• _Provided material_
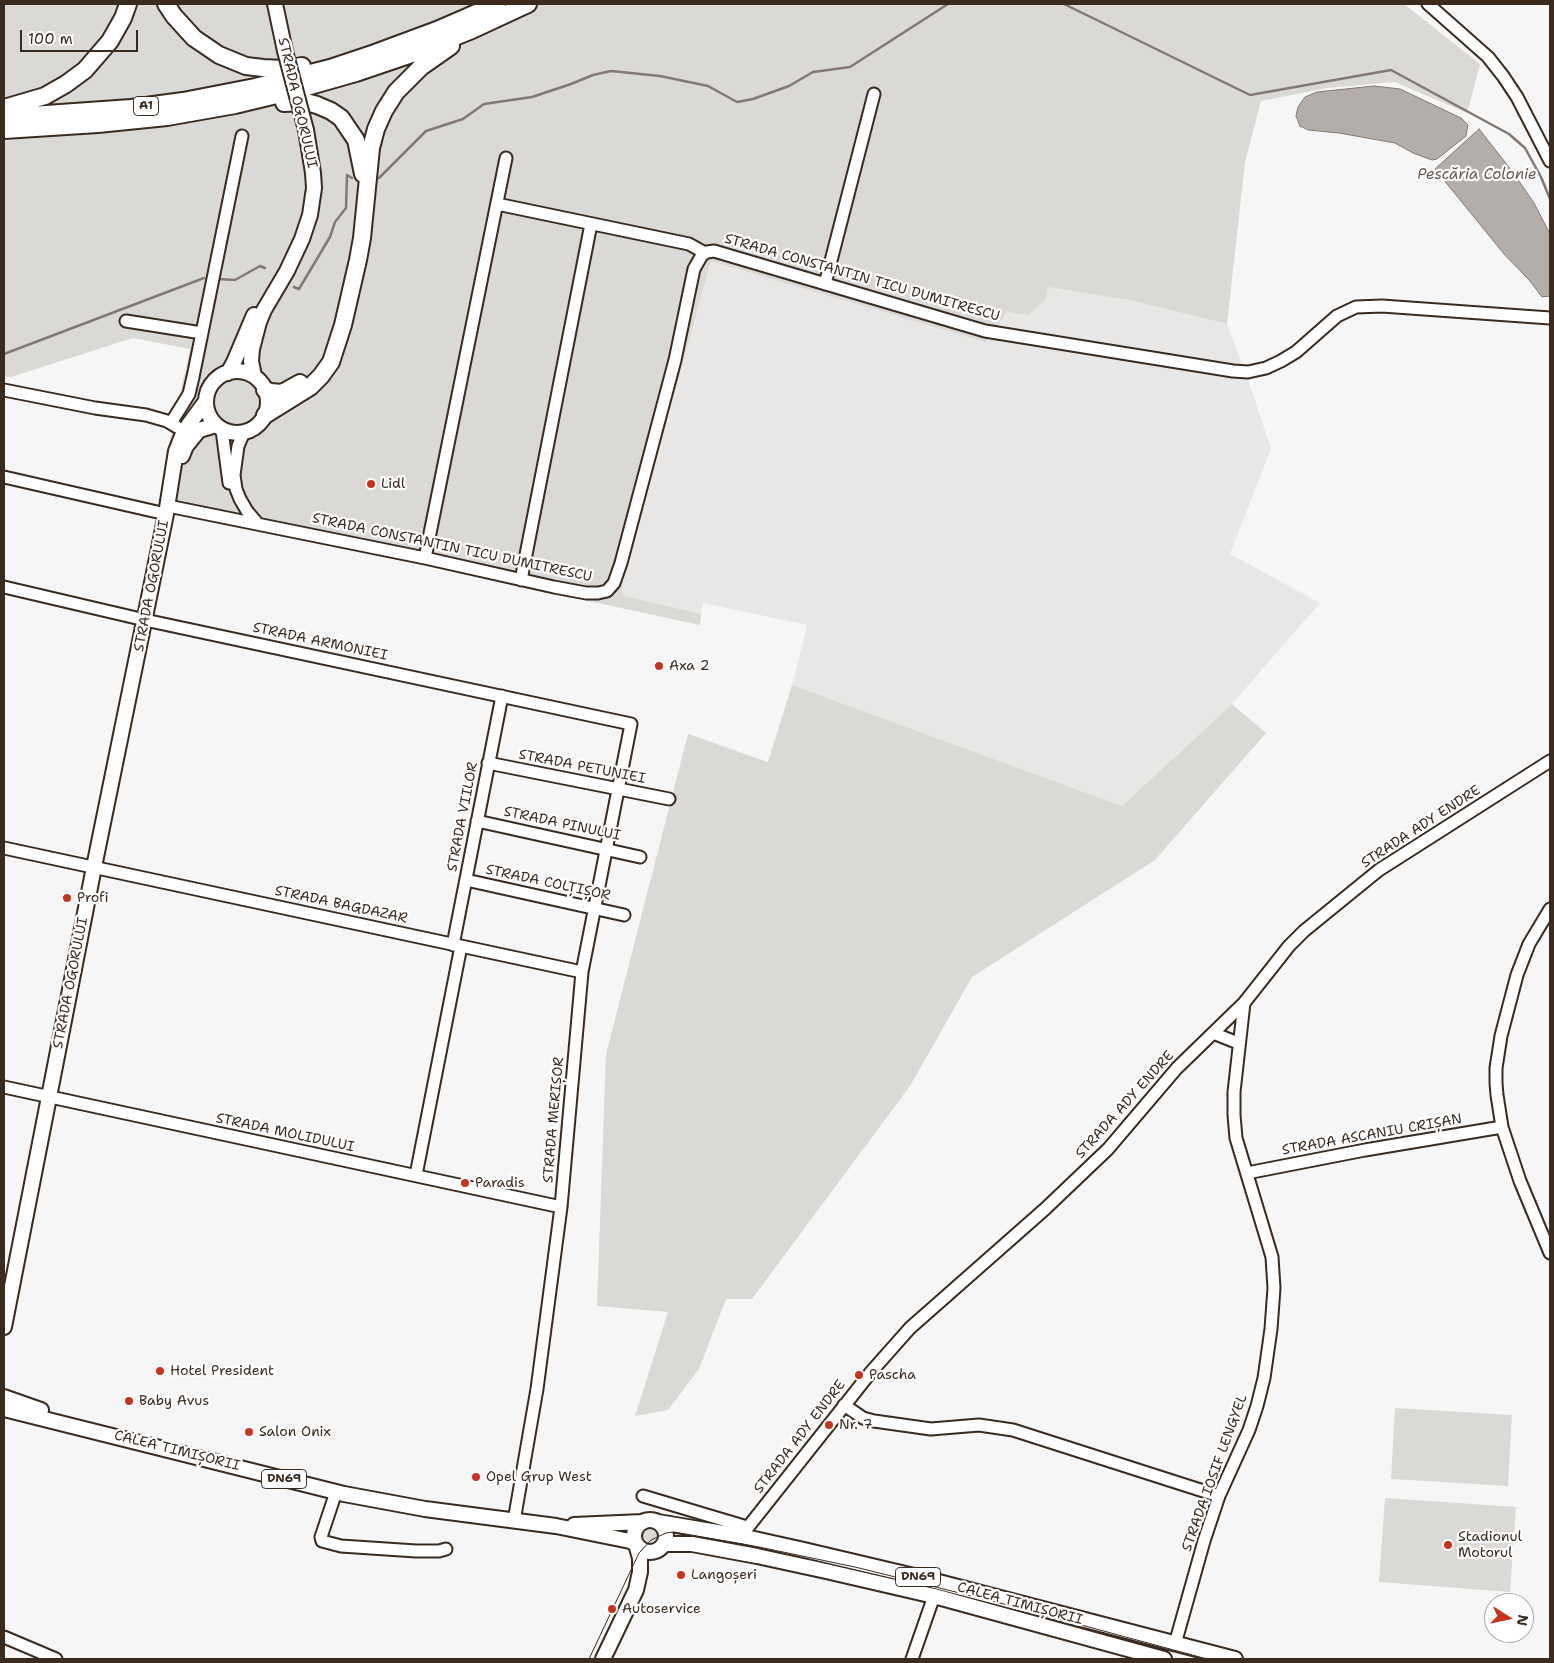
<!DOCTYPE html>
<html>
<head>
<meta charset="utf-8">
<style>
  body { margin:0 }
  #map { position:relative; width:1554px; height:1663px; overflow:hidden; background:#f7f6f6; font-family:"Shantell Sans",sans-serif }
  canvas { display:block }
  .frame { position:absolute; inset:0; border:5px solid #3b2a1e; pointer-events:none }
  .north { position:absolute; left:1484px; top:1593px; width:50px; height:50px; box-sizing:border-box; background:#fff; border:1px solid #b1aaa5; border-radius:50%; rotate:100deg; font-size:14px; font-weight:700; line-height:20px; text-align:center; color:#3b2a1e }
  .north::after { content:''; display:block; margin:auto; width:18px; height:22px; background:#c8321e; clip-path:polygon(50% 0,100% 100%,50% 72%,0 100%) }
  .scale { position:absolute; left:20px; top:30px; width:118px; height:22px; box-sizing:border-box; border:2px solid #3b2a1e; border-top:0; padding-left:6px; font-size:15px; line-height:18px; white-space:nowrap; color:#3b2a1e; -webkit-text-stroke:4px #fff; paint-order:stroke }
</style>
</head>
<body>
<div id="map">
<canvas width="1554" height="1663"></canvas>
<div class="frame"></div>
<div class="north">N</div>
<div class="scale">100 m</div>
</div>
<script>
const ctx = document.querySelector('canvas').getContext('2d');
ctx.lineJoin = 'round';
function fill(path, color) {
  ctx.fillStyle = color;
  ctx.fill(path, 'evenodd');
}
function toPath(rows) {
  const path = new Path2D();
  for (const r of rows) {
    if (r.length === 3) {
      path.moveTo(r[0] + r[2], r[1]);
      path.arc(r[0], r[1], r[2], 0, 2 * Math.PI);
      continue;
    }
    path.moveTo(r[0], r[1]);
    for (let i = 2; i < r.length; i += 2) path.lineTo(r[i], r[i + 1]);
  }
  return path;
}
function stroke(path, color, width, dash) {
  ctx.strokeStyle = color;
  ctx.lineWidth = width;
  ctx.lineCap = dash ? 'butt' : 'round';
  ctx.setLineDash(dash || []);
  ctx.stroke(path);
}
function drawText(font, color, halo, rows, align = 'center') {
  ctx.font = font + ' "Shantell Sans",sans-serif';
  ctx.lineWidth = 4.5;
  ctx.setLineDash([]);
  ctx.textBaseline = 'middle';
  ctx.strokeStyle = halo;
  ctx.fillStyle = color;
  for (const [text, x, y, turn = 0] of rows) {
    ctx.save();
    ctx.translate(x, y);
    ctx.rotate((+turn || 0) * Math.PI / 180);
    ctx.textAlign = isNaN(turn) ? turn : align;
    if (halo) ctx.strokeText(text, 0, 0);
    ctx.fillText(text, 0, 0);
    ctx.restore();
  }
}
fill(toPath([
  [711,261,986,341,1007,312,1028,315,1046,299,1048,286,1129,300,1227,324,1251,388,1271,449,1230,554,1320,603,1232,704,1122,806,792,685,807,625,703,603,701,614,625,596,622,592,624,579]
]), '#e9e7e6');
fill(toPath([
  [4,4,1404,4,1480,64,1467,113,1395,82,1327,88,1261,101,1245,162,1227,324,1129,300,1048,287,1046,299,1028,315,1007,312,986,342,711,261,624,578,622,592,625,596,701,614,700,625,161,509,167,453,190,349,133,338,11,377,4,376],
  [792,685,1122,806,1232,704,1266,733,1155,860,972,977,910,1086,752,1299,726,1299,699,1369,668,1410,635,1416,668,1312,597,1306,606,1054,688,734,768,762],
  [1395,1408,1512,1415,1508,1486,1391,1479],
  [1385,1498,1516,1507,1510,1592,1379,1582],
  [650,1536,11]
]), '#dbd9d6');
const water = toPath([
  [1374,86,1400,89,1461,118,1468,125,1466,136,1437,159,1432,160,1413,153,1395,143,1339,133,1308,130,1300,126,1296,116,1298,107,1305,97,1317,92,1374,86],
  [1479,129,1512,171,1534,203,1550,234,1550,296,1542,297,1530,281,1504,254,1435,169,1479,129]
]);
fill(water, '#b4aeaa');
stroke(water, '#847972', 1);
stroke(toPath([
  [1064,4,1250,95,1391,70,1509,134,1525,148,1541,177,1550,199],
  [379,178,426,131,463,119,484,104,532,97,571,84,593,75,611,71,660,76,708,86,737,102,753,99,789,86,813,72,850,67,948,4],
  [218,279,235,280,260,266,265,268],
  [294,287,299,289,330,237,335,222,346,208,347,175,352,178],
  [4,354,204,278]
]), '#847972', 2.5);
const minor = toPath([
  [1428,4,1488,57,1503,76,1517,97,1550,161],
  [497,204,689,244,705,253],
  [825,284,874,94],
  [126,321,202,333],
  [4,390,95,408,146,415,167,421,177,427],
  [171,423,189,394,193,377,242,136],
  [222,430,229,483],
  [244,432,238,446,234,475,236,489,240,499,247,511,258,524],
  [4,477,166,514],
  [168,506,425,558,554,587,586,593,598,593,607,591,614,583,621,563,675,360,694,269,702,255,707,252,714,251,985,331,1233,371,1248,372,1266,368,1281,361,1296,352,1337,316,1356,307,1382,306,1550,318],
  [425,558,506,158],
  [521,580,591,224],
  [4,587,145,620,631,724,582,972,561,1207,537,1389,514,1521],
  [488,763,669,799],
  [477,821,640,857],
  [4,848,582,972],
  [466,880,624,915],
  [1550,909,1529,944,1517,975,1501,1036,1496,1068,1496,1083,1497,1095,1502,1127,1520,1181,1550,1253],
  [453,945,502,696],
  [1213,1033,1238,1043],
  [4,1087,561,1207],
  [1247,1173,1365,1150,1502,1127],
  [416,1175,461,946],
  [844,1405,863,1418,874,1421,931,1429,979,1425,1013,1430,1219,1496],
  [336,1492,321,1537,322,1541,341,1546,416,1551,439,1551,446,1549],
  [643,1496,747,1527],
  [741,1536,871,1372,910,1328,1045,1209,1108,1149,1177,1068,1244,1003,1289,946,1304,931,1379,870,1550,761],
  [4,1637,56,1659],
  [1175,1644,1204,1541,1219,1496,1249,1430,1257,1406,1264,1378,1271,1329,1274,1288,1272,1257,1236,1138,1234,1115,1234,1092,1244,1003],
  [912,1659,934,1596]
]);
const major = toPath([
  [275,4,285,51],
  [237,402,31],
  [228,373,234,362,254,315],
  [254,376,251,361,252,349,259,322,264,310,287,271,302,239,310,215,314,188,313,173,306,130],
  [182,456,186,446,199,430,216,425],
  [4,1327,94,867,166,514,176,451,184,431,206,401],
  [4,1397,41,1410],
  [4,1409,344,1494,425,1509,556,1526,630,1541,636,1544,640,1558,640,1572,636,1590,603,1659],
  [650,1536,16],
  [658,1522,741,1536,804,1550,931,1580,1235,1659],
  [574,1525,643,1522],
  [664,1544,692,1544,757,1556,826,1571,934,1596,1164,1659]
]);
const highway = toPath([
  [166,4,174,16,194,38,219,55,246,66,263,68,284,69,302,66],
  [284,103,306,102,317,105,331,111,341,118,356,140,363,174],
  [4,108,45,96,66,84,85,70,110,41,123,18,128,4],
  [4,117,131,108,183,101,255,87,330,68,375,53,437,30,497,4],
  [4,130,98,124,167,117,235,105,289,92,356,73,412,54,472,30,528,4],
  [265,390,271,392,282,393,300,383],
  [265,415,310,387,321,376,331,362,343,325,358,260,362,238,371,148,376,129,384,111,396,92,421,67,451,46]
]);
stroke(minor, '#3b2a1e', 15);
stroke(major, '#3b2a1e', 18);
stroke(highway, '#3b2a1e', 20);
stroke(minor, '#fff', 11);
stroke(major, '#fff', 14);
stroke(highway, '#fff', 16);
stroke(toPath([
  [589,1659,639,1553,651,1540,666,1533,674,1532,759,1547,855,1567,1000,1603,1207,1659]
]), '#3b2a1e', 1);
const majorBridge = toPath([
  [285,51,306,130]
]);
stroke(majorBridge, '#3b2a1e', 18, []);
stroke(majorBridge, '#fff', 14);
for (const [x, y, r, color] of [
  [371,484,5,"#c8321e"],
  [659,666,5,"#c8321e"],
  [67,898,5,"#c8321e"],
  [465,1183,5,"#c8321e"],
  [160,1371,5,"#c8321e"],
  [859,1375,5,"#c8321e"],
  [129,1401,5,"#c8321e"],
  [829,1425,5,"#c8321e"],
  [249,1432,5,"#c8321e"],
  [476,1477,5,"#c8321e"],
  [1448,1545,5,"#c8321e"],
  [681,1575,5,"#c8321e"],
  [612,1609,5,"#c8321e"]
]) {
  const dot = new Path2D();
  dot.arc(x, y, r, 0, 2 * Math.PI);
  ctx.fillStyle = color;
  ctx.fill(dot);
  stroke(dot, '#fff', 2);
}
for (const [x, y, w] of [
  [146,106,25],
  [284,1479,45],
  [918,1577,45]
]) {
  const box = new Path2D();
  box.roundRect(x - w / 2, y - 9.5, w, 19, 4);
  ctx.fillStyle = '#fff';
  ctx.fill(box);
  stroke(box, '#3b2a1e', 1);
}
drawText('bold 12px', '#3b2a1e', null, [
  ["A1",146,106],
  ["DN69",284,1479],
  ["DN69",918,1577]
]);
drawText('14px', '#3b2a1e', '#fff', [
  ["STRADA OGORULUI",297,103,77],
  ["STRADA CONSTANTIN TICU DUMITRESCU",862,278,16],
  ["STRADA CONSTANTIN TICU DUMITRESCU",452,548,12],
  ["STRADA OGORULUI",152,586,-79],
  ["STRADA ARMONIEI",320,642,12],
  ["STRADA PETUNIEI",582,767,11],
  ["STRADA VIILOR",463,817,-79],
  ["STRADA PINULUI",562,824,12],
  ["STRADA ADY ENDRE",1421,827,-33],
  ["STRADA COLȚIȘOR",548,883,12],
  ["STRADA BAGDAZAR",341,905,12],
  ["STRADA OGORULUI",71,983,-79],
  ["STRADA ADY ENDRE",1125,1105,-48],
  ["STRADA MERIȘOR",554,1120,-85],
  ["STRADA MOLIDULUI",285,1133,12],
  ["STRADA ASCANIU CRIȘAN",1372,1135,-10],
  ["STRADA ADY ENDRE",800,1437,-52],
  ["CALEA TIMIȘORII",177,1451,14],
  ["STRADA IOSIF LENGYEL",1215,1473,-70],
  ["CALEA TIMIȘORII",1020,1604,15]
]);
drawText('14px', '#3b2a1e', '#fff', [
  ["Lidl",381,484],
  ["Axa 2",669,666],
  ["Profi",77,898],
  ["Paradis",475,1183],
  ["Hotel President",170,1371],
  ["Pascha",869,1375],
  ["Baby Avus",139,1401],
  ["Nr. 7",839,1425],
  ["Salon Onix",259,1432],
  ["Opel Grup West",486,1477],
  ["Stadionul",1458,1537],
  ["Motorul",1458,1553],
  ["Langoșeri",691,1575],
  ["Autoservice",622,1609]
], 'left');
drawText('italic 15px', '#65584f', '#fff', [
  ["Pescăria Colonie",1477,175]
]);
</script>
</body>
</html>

• _What is required_
From the entries above, extract only the lines running from the one containing "const path = new Path2D();" through the one containing "ctx.translate(x, y);", inclusive.

• _Solution to the exercise_
  const path = new Path2D();
  for (const r of rows) {
    if (r.length === 3) {
      path.moveTo(r[0] + r[2], r[1]);
      path.arc(r[0], r[1], r[2], 0, 2 * Math.PI);
      continue;
    }
    path.moveTo(r[0], r[1]);
    for (let i = 2; i < r.length; i += 2) path.lineTo(r[i], r[i + 1]);
  }
  return path;
}
function stroke(path, color, width, dash) {
  ctx.strokeStyle = color;
  ctx.lineWidth = width;
  ctx.lineCap = dash ? 'butt' : 'round';
  ctx.setLineDash(dash || []);
  ctx.stroke(path);
}
function drawText(font, color, halo, rows, align = 'center') {
  ctx.font = font + ' "Shantell Sans",sans-serif';
  ctx.lineWidth = 4.5;
  ctx.setLineDash([]);
  ctx.textBaseline = 'middle';
  ctx.strokeStyle = halo;
  ctx.fillStyle = color;
  for (const [text, x, y, turn = 0] of rows) {
    ctx.save();
    ctx.translate(x, y);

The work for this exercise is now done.